* _Problem description_
Pull every line holding the word "hidden" out of the data and copy it.

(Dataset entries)
--- START ---

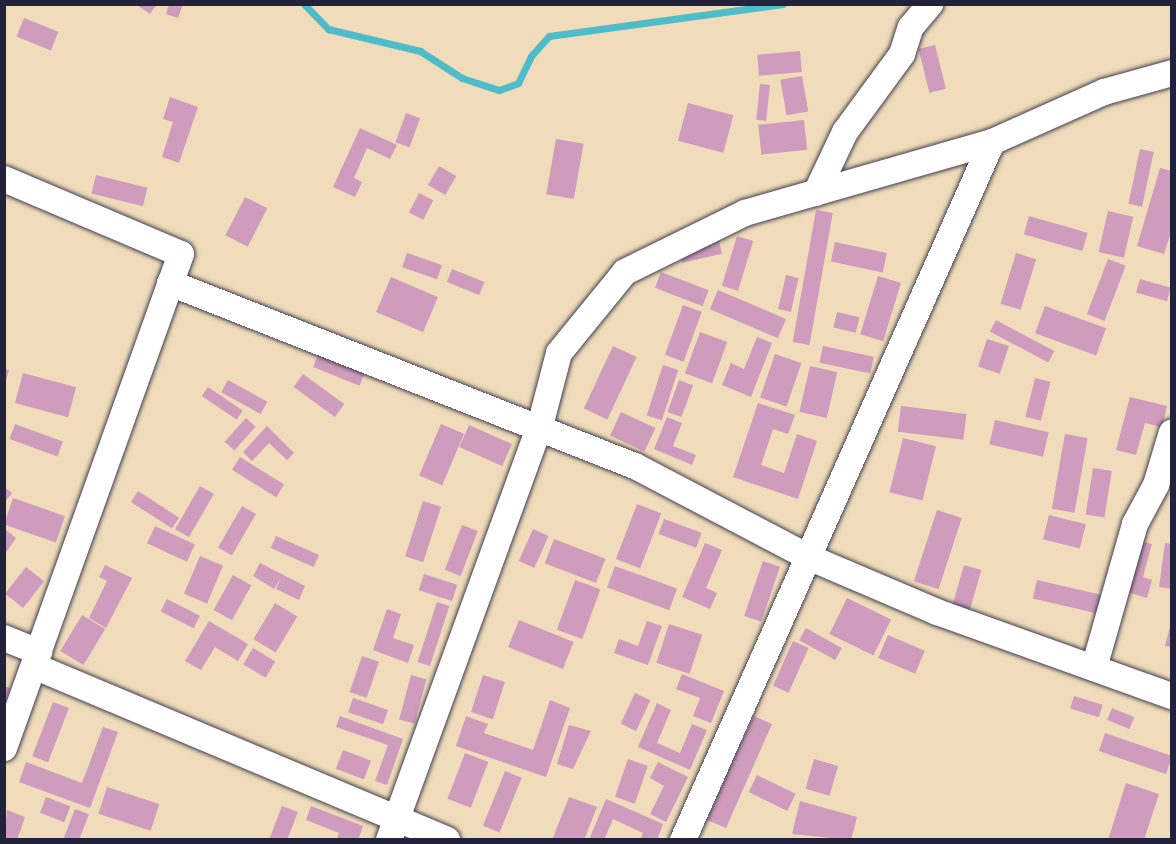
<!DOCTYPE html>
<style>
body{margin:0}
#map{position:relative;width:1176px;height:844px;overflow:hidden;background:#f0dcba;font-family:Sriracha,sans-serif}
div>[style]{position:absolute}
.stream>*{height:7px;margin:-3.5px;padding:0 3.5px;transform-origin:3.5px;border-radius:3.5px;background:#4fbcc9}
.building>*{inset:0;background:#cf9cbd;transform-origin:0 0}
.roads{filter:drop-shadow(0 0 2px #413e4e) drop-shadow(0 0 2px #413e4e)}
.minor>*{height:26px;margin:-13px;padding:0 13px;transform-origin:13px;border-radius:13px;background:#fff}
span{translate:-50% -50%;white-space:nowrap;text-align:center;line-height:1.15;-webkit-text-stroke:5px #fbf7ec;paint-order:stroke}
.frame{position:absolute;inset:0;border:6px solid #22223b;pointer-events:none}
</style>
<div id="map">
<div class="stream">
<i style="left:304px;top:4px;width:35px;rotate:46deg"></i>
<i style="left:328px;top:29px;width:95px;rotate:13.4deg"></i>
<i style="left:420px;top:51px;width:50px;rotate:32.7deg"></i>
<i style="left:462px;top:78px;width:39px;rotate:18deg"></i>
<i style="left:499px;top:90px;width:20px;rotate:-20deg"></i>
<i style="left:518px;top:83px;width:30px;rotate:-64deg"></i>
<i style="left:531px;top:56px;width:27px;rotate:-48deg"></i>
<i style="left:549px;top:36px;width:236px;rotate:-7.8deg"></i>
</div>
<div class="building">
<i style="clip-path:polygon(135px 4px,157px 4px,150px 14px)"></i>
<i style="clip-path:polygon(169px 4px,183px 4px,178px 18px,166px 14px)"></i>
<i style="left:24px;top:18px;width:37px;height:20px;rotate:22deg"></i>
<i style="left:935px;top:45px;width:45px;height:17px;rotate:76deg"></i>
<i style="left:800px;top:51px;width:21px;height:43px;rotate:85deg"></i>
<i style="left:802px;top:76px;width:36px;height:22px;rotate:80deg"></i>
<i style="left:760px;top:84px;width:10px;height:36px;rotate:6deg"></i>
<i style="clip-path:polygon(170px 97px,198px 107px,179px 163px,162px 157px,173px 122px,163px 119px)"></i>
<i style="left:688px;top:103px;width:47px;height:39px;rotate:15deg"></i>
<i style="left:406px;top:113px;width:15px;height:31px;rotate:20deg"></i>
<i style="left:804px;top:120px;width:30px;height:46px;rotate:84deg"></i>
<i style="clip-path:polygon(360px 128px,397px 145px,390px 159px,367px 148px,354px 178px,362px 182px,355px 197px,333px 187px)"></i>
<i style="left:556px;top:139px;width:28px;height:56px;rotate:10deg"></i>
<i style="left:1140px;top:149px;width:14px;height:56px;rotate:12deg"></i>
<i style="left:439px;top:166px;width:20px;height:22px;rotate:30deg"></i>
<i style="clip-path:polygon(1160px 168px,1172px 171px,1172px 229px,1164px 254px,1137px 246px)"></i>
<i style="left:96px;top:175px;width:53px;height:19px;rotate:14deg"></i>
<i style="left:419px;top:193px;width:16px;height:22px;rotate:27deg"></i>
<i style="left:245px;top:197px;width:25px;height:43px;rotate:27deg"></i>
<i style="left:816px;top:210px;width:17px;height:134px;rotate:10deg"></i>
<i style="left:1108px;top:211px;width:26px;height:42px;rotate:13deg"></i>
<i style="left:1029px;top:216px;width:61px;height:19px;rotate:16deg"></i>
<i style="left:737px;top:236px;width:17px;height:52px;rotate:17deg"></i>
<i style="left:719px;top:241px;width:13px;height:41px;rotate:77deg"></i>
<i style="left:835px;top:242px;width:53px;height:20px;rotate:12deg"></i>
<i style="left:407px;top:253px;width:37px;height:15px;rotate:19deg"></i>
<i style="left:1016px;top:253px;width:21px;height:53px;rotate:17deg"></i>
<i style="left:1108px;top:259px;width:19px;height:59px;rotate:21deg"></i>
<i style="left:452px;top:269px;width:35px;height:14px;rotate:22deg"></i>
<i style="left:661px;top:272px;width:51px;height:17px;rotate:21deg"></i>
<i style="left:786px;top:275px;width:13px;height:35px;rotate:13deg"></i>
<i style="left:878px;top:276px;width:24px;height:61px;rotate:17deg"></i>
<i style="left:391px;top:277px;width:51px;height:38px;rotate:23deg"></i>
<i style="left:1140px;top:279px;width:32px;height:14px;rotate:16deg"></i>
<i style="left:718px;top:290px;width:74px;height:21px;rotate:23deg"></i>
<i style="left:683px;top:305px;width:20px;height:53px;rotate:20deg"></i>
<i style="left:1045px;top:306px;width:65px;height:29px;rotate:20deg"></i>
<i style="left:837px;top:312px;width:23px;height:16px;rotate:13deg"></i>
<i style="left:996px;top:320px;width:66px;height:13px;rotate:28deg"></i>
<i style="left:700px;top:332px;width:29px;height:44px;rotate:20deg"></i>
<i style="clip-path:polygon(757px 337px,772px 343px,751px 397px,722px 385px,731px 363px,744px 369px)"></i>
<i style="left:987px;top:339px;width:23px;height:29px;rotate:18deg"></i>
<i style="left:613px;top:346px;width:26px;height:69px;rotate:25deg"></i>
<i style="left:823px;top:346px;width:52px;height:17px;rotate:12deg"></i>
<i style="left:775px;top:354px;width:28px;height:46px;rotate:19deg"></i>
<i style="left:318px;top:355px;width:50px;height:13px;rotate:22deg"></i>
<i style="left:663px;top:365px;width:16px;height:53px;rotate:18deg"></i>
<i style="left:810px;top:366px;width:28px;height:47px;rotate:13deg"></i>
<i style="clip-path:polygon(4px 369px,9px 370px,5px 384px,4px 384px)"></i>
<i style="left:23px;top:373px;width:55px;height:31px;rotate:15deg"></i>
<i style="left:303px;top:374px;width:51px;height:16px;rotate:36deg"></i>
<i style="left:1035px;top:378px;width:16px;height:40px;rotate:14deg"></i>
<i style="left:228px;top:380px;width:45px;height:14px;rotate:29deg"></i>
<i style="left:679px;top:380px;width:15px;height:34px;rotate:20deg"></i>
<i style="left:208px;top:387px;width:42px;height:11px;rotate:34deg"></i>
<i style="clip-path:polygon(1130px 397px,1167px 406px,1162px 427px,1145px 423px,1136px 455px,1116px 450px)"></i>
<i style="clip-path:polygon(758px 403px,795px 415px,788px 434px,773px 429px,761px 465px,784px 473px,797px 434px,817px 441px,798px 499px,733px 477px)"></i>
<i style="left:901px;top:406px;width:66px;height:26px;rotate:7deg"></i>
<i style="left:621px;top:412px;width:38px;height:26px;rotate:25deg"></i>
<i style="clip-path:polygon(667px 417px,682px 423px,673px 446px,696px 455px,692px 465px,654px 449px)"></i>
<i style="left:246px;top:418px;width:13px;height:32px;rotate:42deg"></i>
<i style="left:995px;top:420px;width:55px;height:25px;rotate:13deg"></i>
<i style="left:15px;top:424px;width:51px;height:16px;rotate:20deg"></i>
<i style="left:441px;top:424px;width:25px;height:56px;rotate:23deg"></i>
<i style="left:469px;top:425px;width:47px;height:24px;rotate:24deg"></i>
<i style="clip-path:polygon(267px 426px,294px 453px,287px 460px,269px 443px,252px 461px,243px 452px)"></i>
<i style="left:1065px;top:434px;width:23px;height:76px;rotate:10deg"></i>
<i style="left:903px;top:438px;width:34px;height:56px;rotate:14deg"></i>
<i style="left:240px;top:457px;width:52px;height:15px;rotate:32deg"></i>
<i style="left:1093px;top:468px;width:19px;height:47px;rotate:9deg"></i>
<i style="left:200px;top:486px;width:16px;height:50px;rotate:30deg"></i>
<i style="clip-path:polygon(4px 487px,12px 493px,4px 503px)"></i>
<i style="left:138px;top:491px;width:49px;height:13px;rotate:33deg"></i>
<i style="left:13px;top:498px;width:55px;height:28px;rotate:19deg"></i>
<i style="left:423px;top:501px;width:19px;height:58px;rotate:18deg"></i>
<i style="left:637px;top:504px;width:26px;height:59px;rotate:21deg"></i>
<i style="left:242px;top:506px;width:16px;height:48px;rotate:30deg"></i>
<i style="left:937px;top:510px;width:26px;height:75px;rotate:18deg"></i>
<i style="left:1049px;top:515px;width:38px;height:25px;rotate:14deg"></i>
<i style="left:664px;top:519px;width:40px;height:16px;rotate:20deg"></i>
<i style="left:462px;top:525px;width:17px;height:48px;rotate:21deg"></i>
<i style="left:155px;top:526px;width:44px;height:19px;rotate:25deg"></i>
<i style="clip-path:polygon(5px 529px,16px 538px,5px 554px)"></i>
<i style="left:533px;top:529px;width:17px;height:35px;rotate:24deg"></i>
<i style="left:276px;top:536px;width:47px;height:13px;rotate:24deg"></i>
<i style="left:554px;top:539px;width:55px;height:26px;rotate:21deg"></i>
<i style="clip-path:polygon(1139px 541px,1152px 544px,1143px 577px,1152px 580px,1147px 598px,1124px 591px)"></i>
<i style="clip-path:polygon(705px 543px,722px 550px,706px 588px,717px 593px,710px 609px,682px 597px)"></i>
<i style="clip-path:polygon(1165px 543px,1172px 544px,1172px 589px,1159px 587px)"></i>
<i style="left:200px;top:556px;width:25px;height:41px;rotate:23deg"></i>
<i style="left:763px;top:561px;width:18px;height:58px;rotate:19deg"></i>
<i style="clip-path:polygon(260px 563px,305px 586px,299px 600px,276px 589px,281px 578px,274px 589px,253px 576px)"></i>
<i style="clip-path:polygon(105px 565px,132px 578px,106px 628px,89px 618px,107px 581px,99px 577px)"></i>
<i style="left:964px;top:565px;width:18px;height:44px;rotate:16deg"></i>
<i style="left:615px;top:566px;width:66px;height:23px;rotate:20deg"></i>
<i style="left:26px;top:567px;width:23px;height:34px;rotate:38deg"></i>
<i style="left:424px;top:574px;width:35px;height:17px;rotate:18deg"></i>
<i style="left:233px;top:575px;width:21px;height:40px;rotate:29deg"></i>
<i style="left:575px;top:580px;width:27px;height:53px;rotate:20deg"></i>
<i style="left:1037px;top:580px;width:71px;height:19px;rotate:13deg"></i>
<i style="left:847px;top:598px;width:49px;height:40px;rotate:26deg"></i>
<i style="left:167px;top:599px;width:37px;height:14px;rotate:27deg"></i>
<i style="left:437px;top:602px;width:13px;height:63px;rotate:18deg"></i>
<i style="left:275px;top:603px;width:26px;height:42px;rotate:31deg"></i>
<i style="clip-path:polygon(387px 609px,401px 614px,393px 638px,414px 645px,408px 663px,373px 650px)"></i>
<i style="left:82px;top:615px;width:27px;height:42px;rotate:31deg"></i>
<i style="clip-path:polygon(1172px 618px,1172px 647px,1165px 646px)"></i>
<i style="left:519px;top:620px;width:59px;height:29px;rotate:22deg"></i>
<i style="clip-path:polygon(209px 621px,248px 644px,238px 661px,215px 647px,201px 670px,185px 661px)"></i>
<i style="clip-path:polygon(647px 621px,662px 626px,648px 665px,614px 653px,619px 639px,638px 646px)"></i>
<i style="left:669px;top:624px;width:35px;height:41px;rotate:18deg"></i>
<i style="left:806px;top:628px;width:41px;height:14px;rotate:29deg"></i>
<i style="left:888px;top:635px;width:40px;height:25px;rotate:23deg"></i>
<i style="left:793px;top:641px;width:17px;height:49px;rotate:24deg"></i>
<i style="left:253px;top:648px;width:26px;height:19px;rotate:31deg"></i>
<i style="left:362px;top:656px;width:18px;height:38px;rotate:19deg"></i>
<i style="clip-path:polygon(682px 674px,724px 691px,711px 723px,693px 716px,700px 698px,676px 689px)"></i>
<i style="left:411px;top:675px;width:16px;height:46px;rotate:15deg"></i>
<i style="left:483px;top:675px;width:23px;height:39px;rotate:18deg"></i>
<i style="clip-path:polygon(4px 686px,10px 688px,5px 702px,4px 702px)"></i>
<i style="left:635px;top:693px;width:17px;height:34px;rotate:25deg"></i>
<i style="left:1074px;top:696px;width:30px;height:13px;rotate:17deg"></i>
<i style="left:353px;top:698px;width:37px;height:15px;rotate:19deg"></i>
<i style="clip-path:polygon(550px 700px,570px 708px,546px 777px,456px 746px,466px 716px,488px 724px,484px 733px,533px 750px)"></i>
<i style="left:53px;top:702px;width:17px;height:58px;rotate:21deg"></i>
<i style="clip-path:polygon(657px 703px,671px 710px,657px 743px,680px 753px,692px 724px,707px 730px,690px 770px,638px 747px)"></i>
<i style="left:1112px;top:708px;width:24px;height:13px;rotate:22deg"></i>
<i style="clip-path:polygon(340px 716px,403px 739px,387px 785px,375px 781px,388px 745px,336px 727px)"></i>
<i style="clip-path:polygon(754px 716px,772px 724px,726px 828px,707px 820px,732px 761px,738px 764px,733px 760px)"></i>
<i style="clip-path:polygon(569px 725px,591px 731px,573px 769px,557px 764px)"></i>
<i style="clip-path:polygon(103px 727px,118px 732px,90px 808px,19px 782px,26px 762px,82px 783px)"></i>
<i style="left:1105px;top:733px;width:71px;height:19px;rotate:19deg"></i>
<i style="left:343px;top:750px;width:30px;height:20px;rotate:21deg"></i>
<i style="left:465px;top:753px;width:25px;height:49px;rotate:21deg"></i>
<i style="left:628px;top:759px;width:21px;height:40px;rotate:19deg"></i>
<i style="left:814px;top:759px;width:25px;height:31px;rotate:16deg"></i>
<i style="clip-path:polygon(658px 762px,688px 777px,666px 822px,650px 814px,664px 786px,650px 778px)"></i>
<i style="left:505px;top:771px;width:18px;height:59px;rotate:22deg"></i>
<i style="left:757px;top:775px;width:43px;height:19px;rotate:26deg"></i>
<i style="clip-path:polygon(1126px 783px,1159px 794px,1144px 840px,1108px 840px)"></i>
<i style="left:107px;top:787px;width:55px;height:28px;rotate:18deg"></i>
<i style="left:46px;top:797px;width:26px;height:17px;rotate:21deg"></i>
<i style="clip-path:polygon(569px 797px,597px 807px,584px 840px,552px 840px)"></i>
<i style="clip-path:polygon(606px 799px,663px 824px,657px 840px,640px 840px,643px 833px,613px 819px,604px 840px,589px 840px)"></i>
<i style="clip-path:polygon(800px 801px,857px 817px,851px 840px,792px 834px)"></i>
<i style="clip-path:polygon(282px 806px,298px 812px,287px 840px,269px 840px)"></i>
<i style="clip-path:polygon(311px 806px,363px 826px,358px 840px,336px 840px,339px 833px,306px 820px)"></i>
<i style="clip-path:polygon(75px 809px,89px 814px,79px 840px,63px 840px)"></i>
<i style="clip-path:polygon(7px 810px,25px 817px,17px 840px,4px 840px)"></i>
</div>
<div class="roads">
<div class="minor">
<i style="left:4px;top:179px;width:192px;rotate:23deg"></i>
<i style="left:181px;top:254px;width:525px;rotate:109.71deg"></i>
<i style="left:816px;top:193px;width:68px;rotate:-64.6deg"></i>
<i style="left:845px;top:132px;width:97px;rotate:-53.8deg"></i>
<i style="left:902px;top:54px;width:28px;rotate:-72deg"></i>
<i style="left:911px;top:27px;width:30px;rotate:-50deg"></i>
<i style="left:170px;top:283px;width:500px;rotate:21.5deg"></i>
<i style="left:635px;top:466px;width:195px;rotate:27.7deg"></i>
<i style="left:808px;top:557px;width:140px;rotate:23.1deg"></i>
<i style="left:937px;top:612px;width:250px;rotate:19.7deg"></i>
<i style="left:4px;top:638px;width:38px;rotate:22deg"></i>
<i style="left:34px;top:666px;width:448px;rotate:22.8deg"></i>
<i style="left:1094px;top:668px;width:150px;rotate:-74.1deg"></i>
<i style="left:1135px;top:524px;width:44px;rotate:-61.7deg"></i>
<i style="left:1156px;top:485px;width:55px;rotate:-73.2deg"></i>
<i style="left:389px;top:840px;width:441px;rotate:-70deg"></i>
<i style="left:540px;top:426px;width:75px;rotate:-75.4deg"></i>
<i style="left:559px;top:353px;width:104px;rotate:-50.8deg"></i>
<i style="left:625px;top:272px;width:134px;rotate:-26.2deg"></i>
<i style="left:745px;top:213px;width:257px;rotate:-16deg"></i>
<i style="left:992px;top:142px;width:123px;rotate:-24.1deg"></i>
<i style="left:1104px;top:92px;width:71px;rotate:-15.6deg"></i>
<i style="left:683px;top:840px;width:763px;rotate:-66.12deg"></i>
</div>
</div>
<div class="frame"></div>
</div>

--- END ---
--- START ---

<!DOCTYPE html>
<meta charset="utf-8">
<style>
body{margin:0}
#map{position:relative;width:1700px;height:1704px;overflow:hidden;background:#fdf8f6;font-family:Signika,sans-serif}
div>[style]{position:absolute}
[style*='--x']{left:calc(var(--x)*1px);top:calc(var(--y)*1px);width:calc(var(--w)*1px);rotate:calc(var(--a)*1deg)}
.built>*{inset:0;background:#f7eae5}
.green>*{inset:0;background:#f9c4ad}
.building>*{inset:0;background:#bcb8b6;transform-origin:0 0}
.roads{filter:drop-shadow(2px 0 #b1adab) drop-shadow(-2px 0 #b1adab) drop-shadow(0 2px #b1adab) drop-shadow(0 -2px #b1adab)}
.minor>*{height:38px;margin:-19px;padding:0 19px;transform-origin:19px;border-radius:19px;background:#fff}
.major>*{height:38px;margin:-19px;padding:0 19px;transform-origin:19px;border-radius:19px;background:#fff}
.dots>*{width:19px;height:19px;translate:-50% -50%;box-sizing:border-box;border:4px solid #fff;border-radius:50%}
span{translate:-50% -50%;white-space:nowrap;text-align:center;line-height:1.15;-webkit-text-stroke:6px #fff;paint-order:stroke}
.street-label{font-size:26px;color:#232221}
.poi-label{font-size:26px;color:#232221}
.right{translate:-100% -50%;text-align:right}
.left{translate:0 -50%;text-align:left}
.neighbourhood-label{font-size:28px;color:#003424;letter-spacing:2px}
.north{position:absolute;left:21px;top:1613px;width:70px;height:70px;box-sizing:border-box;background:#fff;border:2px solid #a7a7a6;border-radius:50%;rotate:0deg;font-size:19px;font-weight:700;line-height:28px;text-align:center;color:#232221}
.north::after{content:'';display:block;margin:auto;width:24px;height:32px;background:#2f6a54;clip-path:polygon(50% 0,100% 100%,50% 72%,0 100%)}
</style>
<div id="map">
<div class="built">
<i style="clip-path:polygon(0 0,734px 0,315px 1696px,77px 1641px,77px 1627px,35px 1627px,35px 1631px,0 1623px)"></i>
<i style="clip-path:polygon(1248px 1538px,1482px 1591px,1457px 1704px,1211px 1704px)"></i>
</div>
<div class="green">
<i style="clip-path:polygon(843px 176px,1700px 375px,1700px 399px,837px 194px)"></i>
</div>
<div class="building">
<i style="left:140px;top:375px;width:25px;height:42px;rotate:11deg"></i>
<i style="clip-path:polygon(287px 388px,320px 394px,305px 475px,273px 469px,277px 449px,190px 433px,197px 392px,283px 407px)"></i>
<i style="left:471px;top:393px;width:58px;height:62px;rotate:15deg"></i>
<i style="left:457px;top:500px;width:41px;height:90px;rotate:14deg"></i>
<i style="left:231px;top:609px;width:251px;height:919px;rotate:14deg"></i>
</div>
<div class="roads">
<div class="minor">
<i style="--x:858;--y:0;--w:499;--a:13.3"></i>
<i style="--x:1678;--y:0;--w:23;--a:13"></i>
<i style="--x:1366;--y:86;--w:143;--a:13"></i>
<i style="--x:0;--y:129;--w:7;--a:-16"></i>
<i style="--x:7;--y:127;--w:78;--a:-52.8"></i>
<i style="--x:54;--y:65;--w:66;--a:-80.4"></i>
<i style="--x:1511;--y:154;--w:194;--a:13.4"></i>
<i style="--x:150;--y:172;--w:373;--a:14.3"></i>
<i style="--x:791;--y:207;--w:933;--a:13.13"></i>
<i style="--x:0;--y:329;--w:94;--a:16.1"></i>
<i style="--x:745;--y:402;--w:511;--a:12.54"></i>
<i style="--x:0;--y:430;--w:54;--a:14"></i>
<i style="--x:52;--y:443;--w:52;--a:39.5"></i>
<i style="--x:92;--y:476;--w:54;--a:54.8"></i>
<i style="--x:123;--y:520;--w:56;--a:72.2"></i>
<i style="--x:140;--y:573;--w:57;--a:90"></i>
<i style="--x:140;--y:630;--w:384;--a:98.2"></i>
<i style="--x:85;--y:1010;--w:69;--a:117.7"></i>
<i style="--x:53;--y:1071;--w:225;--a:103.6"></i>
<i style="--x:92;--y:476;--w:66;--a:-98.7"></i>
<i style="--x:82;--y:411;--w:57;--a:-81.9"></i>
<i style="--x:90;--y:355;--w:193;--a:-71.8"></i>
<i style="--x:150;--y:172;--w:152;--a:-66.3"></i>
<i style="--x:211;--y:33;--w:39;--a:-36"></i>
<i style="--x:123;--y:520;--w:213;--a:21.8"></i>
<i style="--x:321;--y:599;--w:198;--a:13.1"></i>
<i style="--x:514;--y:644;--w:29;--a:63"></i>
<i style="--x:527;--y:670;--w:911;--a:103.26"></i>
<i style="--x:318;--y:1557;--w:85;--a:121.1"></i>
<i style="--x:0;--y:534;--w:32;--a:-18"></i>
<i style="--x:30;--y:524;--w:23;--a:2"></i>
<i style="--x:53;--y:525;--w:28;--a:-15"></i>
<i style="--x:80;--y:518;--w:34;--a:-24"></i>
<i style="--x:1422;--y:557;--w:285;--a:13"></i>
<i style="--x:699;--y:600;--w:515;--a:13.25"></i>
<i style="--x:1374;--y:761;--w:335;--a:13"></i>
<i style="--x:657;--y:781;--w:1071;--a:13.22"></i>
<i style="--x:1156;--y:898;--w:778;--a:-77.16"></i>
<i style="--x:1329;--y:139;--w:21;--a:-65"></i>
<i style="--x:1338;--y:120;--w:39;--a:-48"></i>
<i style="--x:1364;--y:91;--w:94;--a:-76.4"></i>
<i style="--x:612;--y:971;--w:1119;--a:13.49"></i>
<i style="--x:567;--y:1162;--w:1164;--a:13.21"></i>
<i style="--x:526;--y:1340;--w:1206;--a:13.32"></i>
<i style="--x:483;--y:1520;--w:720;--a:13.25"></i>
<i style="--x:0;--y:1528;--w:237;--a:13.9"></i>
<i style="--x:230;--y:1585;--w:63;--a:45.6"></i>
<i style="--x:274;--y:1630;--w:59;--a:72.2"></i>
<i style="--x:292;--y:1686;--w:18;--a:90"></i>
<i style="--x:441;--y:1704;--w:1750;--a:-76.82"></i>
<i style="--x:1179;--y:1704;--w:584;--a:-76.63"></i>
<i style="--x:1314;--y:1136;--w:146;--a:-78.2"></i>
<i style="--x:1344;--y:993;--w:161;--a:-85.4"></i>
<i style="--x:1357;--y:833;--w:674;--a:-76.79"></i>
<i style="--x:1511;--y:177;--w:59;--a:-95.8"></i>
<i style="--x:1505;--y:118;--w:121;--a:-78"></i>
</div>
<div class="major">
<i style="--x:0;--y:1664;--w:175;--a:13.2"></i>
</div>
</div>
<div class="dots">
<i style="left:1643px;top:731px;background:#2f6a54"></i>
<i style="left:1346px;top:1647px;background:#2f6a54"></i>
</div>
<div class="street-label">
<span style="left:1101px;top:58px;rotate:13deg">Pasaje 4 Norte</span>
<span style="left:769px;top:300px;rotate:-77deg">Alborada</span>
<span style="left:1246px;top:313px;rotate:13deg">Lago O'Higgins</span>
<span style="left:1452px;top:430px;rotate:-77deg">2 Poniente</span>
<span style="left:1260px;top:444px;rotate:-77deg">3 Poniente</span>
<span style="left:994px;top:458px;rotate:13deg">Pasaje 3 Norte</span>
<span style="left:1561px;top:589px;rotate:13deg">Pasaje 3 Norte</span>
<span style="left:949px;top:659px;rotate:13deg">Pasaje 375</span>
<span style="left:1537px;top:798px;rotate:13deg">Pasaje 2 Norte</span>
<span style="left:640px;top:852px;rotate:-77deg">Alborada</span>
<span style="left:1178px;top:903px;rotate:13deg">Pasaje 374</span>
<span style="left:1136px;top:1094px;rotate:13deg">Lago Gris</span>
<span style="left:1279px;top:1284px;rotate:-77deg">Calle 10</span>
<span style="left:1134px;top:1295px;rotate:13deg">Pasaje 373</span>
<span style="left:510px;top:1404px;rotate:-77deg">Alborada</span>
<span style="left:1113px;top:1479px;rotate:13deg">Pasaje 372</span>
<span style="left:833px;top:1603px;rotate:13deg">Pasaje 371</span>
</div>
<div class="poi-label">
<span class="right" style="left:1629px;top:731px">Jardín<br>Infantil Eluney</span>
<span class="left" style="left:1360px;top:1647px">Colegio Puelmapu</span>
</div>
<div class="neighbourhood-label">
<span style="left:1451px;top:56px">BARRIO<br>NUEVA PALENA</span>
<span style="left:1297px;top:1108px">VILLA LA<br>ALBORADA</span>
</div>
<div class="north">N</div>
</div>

--- END ---

* _Written reply_
#map{position:relative;width:1176px;height:844px;overflow:hidden;background:#f0dcba;font-family:Sriracha,sans-serif}
#map{position:relative;width:1700px;height:1704px;overflow:hidden;background:#fdf8f6;font-family:Signika,sans-serif}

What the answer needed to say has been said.